On May 09, Kanabo announced the successful completion of a £2.54m fundraise via the issue of 88.1m new ordinary shares, which reportedly included a ‘new institutional investor’.

This was followed a day later by an announcement that a subsequent broker option had been fully taken up, seeing the company raise an additional £200k at the issue price of 2.88p per share through the issue of 6.9m new shares.

Kanabo’s CEO Avihu Tamir said: “We are delighted to be announcing this fresh capital injection, which further endorses the strength and quality of our business and highlights the confidence we have in our growth strategy. This raise will not only accelerate the roll-out of our online platform but will also enable our team to pursue a number of exciting commercial opportunities.”

On the same day as the announcement of its fundraise, Kanabo informed investors that financial services, wealth management and property veteran Ian Mattioli would be joining as a new Non-Executive Chair, seeing David Tsur transition to Deputy Chair.

It also came just a week after Kanabo published its full-year results for 2022, revealing a revenue increase of 726% to £603k.

The company said this growth was largely thanks to the acquisition of The GP Service in February 2022, which ‘immediately boosted earnings’ despite post-merger integration not being completed until early this year.

Despite its immediate benefits, Kanabo also cited the acquisition as a key factor in its £6.8m operating loss for the period, which grew from £4.5m a year earlier.

As of December 31, 2022, Kanabo reported cash and equivalents of £3.2m, down from £4.4m a year earlier; though following its recent fundraise, its cash position will be significantly stronger.

Mr Tamir added: “As we head into 2023, we have a more diverse business proposition.
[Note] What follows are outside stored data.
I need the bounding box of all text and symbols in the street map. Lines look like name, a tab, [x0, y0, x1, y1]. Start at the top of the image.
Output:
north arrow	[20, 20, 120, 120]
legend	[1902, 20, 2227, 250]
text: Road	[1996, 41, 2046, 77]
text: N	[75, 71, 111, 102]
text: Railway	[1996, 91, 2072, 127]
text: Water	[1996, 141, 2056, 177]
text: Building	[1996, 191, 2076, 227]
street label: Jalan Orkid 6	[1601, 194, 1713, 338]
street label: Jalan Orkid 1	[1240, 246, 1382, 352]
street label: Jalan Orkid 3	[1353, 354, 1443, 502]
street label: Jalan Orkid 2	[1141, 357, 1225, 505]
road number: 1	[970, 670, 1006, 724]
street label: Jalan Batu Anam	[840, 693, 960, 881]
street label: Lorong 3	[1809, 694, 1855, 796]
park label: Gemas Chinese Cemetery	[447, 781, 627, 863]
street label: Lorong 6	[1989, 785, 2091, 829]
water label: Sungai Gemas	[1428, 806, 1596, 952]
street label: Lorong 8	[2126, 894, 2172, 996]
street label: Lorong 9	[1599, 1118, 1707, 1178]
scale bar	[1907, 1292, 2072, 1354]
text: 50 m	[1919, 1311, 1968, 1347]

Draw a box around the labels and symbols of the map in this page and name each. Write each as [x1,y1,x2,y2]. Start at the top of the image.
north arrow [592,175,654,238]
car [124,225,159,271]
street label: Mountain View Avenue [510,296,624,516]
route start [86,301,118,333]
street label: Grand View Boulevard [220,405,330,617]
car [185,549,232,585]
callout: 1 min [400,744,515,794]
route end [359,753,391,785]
The combined expertise and offering presents a unified platform that uniquely combines a digital healthcare platform and treatment portfolio, connecting patients with accessible, affordable and personalised healthcare.

“The Board remains confident in both short-term and medium-term growth prospects for the Company and remains committed to developing a scaled business capable of fully exploiting a number of near-term growth opportunities.”

Creso Pharma, Health House 


Australian cannabis and psychedelics company Creso Pharma has now received approval from the Supreme Court of Western Australia to acquire 100% of Health House International.

The acquisition is a significant development for Creso, potentially enabling the multi-brand operator to import and distribute psychedelic compounds including psilocybin and MDMA into Australia.

It will also provide the company with another revenue-generating business, with Health House posting cash receipts of A$5.95m in the three months to March 31.

This is expected to see the newly combined entity’s consolidated cash receipts for the quarter hit A$8.26m, or A$33m on an annualised basis.

Creso’s CEO William Lay told Stockhead: “The group has an enviable set of licences which we can use to our immediate benefit, and adds another growing revenue channel to the group.”